A lot of the contact comes from people moving their arms and legs in a hurry while in close proximity. Technically, the rules prohibit anything intentional. But as her coach Mark Perry points out, there are grey areas.
“It’s non-contact, but one of the jokes within people that actually do it is, ‘it’s the only full-contact, non-contact sport there is,’” Perry said.
“Some of that comes from swimmers getting close because they want to draft off each other, which happens naturally,” he said.
“But then obviously the side of it that’s perhaps not very nice is some people use that kind of proximity to maybe gain advantages on the line of within the rules, I would say. But it’s all part of it.”
Swimmers who do distance swimming are comfortable with the contact.
“It’s one of the things that kind of draws some people to the sport. They actually enjoy that,” Perry said.
“It’s obviously very different than swimming in a pool where you get your own lane.”
The race in Paris is a bit unusual, too, because open-water events are typically held in lakes and oceans. The last time a major international competition was contested in a river was at the 2015 world championships in Russia.
“The thing to contend with really is the current,” Perry said of the Seine.
Another challenge swimmers face is what they call “sighting,” which involves using landmarks on shore to stay on course. At a meet in Doha, for example, Finlin relied on a large soccer stadium on the horizon to judge where she was.
“Sighting is pretty hard,” Finlin said. “You kind of look for landmarks or you work with your coaches.”
Then there are the Seine water-quality concerns, which have dogged these Games, forcing the cancellation of a training session this week because of elevated bacterial counts.
Perhaps surprisingly, Finlin and her coach are the most sanguine about that variable. Such concerns follow the sport around the world, and are not just an issue in Paris. She’s seen bad water before, at many meets.
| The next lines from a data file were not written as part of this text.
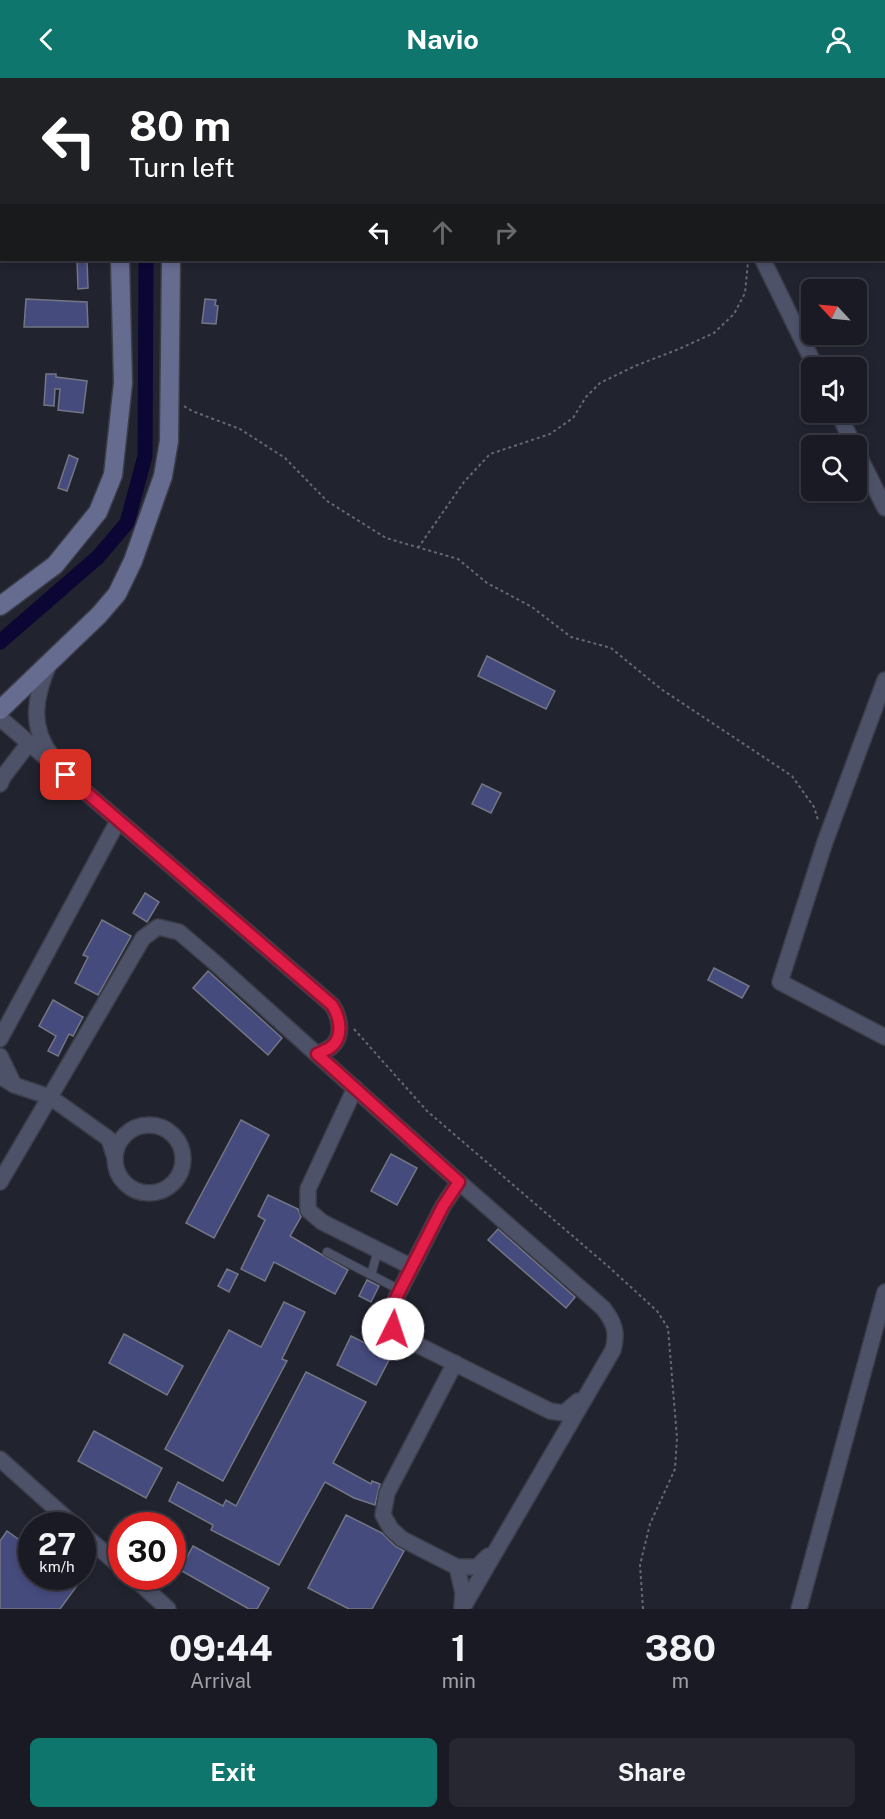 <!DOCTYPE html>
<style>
:root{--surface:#191a23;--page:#262730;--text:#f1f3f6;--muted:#9fa1a6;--line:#373841;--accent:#0f766e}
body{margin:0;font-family:"Public Sans",sans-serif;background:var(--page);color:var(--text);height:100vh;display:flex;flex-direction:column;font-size:22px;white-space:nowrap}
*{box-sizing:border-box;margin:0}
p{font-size:20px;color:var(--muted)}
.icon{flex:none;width:33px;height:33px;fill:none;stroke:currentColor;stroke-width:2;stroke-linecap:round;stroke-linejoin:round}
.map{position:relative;height:1531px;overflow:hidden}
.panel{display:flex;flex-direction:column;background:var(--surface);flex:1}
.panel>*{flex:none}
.top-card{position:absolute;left:0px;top:0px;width:885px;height:183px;box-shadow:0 3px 9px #0003,0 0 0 2px var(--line);background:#202124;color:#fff;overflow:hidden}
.needle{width:39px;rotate:296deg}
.buttons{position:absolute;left:801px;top:201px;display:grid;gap:12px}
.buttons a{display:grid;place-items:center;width:66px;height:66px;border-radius:9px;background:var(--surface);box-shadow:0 3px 9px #0003,0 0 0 2px var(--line);font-size:30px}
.speed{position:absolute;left:18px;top:1434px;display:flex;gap:12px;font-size:30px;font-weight:700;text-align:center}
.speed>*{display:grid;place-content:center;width:78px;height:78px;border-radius:50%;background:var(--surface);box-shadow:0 3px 9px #0003,0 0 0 2px var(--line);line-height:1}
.speed small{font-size:15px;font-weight:400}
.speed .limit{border:9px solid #d22;background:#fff;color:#111}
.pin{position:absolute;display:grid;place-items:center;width:51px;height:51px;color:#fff;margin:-26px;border-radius:12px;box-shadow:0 3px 9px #0006}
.me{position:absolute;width:66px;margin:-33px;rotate:4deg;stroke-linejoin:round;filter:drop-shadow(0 0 4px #0008)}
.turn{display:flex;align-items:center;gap:21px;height:126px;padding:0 30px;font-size:27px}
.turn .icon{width:78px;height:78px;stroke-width:2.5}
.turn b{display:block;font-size:42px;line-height:51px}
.lanes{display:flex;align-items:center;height:57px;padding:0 30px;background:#0003;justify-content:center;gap:30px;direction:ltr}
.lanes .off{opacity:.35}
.eta{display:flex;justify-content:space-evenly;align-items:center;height:102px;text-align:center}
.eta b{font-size:36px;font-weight:700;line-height:42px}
.action{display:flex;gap:12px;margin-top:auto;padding:12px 30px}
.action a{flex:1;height:69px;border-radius:9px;background:var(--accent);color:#fff;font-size:24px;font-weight:700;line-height:69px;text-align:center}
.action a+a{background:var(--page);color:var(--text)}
header{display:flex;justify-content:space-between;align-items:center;height:78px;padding:0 30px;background:var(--accent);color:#fff;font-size:27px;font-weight:700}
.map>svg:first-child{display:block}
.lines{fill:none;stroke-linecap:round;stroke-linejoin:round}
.canal{stroke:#0b0634;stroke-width:15}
.building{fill:#464b7e;stroke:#737684;stroke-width:1.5}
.lane-casing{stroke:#3b3d48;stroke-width:10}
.street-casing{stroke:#3b3d48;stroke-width:18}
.secondary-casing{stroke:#3b3d48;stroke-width:21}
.path{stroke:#666873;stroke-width:2;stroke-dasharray:3 3;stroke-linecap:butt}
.lane{stroke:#4e5269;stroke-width:8}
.street{stroke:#4e5269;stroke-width:15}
.secondary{stroke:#666b90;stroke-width:18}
.route-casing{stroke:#92132f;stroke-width:15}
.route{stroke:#e11d48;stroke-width:10}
</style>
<header><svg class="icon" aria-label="back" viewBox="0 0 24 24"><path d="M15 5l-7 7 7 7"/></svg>Navio<svg class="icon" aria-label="person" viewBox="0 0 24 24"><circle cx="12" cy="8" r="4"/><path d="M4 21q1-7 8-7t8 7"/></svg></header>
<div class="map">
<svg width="885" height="1531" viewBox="0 0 885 1531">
<rect width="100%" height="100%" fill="#21232f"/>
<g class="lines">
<g class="canal">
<path d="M 146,2 L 146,0"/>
<path d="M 0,564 L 98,479 L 127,445 L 145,378 L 146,182"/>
</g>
</g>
<g class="building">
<path d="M 77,182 L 87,182 L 88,210 L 78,211 Z"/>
<path d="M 26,221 L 87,224 L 88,249 L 24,249 Z"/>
<path d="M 205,221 L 216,222 L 215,227 L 218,228 L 216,246 L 202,245 Z"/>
<path d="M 46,296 L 56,296 L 56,299 L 87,303 L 83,335 L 58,332 L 60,311 L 55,311 L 54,328 L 44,327 Z"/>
<path d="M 69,377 L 78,381 L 67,413 L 58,410 Z"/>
<path d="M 487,578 L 555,613 L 546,631 L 478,598 Z"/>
<path d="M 482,706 L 501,715 L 491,735 L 472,726 Z"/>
<path d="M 145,815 L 159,824 L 147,844 L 133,835 Z"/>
<path d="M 102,842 L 131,858 L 98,917 L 75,905 L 88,879 L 83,877 Z"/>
<path d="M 714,890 L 749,908 L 742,920 L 708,902 Z"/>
<path d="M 208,893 L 282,960 L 268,977 L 193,910 Z"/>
<path d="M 53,922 L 83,939 L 73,958 L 69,956 L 58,978 L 48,973 L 56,958 L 39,948 Z"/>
<path d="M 241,1042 L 269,1057 L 214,1160 L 186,1145 Z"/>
<path d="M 391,1076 L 417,1090 L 397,1127 L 371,1113 Z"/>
<path d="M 268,1117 L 298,1131 L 301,1139 L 290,1158 L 348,1192 L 335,1216 L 274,1184 L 265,1203 L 241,1191 L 265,1142 L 258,1138 Z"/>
<path d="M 498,1151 L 575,1219 L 566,1230 L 488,1162 Z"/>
<path d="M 227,1191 L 238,1196 L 229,1214 L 218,1208 Z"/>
<path d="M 367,1202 L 379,1208 L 371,1224 L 359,1218 Z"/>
<path d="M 284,1224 L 305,1234 L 282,1281 L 287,1283 L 223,1403 L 165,1371 L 229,1252 L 261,1269 Z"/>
<path d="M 124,1256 L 183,1288 L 167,1317 L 109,1285 Z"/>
<path d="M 351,1258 L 391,1278 L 376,1307 L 337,1287 Z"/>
<path d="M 306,1294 L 366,1324 L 333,1385 L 371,1406 L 372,1403 L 380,1406 L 375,1427 L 354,1420 L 325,1404 L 279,1487 L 211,1452 L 213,1447 L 169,1423 L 178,1404 L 223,1428 L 226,1422 L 236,1428 Z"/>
<path d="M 94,1353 L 162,1390 L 146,1420 L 78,1383 Z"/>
<path d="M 346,1437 L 382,1455 L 395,1468 L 404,1473 L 372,1531 L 349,1531 L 308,1510 Z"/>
<path d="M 7,1453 L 32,1471 L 32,1498 L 70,1498 L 79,1505 L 60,1531 L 0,1531 L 0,1463 Z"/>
<path d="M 193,1468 L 269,1510 L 257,1531 L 249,1531 L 180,1492 Z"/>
</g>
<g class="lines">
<g class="lane-casing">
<g id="lane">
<path d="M 327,1174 L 400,1212"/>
<path d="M 371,1197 L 378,1172"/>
</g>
</g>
<g class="street-casing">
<g id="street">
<path d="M 884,48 L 885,49"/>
<path d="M 763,182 L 816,290"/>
<path d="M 838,334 L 854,368"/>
<path d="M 856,372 L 885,430"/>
<path d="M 49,586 C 35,618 29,649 52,678"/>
<path d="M 885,602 L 825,764 L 780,904 L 885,959"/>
<path d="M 0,640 L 332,927 C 340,939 344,959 331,969 C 327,972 321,974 317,976"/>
<path d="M 0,706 L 3,699 L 29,665"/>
<path d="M 0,961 L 118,743"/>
<path d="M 0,978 L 13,1005"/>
<path d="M 0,998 L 14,1007 L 50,1019 L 109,1061 L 114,1077"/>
<path d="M 355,1010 L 308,1111 L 308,1132 L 322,1144 L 412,1189"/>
<circle cx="149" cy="1081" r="34"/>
<path d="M 0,1104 L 143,860 L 158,849 L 179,854 L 213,883 L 459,1104 L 603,1230 C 614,1244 618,1254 613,1272 L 462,1531"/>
<path d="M 459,1104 L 443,1128 L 396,1220 L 390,1237 L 393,1251 L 408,1262 L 550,1333 L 564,1335 L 578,1323"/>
<path d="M 455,1285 L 387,1415 L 383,1437 L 391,1451 L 402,1461 L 457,1489 L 477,1489 L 488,1478"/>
<path d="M 0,1381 L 75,1448"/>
<path d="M 82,1455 L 122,1490"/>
<path d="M 457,1489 L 463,1515 L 462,1528"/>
<path d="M 132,1498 L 168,1531"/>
<path d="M 799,1531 L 885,1214"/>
</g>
</g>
<g class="secondary-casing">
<g id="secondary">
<path d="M 119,0 L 119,2"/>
<path d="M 178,2 L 178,0"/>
<path d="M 0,528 L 55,487 L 98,434 L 113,397 L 123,305 L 120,182"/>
<path d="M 0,632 L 99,537 L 117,516 L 133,483 L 163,398 L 169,363 L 171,182"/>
</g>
</g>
<g class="path">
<path d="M 184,328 L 192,333 L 240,351 L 285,380 L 327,423 L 386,460 L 458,481 L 487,505 L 532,529 L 571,559 L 611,570 L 661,611 L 792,698 L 814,729 L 818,742"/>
<path d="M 418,470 L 464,404 L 490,376 L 550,356 L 573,340 L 586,319 L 600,305 L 635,288 L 679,271 L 714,255 L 734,236 L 745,215 L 748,184"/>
<path d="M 354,951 L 427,1033 L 610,1190 L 657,1233 L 668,1250 L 677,1360 L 675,1391 L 650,1446 L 640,1487 L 643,1531"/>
</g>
<use href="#lane" class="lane"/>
<use href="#street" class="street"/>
<use href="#secondary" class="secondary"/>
</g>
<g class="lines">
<g class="route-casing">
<path id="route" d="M 66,697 L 332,927 C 340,939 344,959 331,969 C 327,972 321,974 317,976 L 459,1104 L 443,1128 L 396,1220 L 390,1237 L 393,1251"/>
</g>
<use href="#route" class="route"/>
</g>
</svg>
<div class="buttons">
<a><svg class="needle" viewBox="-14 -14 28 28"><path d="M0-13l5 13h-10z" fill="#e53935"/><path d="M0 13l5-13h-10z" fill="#9fa1a6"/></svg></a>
<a><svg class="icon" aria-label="sound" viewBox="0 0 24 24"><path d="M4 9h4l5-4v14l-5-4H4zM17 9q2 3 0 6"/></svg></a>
<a><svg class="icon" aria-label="search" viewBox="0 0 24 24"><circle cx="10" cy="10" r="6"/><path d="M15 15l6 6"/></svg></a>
</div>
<div class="speed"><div>27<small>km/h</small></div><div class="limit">30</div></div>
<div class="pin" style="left:66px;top:697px;background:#d93025"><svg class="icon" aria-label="arrive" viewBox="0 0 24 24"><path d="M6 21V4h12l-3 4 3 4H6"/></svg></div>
<svg class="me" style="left:393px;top:1251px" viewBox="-20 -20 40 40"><circle r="19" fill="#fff"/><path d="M0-13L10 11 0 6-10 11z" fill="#e11d48"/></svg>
<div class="top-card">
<div class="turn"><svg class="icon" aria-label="left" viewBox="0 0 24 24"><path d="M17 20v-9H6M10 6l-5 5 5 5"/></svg><div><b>80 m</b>Turn left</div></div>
<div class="lanes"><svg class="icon" aria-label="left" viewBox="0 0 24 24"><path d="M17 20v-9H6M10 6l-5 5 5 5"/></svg><svg class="icon off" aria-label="ahead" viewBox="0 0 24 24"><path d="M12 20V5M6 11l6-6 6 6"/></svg><svg class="icon off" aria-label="right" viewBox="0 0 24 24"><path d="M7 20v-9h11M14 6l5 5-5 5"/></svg></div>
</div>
</div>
<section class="panel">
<div class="eta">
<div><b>09:44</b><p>Arrival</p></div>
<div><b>1</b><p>min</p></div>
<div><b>380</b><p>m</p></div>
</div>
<div class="action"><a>Exit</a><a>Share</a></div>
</section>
“The water is often an unpredictable factor of open water, so we’ve become pretty adaptable and just kind of focus on what we can control,” Finlin said.
The doctor responsible for keeping Canada’s athletes healthy in France, Mike Wilkinson, said athletes will be deploying vaccines, such as those for hepatitis, and taking Dukoral for gastrointestinal problems, which are standard approaches.
Even with the heightened attention on the Seine, Wilkinson said he has fewer concerns about tracking water quality at the Paris Olympics than he did eight years ago at the Rio Summer Games, where there were similar concerns about bacterial counts.
“The data that we get for the water here certainly is better than what we were getting at Rio,” Wilkinson said, adding there is much more transparency from local officials in France.
“To be perfectly honest, we’ve got scientific data that we can rely on, rather than just rhetoric. We’re able to have very frank discussions about water quality, and the implications.”
The sport is relatively new at the Olympics; the 10-km event was introduced at the Beijing Games in 2008.
Canada’s lone medal in the sport is a bronze, from Richard Weinberger, at the 2012 London Games.
Finlin also tried to qualify for Paris in the pool, in the 1,500-metre event. Doing both at a future Summer Games is still a goal of hers, but she’s fallen for the hustle and jostle of marathon swimming.
“I love the challenge of it. It’s not just about how fit you are, speed-wise,” she said. “It’s more about tactics. And the more experience you get, it’s just kind of fascinating to see how it unfolds every race.”